---------- Material for this exercise ----------
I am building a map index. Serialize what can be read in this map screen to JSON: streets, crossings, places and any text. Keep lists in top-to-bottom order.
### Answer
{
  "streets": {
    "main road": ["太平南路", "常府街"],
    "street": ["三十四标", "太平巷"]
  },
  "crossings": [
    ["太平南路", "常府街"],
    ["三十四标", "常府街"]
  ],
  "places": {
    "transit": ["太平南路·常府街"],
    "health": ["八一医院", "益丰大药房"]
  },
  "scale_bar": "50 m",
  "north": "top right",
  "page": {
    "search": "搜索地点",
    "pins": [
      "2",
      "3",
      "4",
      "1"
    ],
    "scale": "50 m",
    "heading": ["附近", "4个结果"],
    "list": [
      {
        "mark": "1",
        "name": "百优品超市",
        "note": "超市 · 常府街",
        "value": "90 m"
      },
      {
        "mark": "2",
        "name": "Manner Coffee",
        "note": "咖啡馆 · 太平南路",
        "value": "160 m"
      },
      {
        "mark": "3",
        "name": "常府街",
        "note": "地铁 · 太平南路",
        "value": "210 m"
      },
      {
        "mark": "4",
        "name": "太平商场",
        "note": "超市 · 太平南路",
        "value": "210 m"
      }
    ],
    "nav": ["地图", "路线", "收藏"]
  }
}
----------
> **What to do**
All of the material is to be written out exactly.

> **Solution to this problem**
I am building a map index. Serialize what can be read in this map screen to JSON: streets, crossings, places and any text. Keep lists in top-to-bottom order.
### Answer
{
  "streets": {
    "main road": ["太平南路", "常府街"],
    "street": ["三十四标", "太平巷"]
  },
  "crossings": [
    ["太平南路", "常府街"],
    ["三十四标", "常府街"]
  ],
  "places": {
    "transit": ["太平南路·常府街"],
    "health": ["八一医院", "益丰大药房"]
  },
  "scale_bar": "50 m",
  "north": "top right",
  "page": {
    "search": "搜索地点",
    "pins": [
      "2",
      "3",
      "4",
      "1"
    ],
    "scale": "50 m",
    "heading": ["附近", "4个结果"],
    "list": [
      {
        "mark": "1",
        "name": "百优品超市",
        "note": "超市 · 常府街",
        "value": "90 m"
      },
      {
        "mark": "2",
        "name": "Manner Coffee",
        "note": "咖啡馆 · 太平南路",
        "value": "160 m"
      },
      {
        "mark": "3",
        "name": "常府街",
        "note": "地铁 · 太平南路",
        "value": "210 m"
      },
      {
        "mark": "4",
        "name": "太平商场",
        "note": "超市 · 太平南路",
        "value": "210 m"
      }
    ],
    "nav": ["地图", "路线", "收藏"]
  }
}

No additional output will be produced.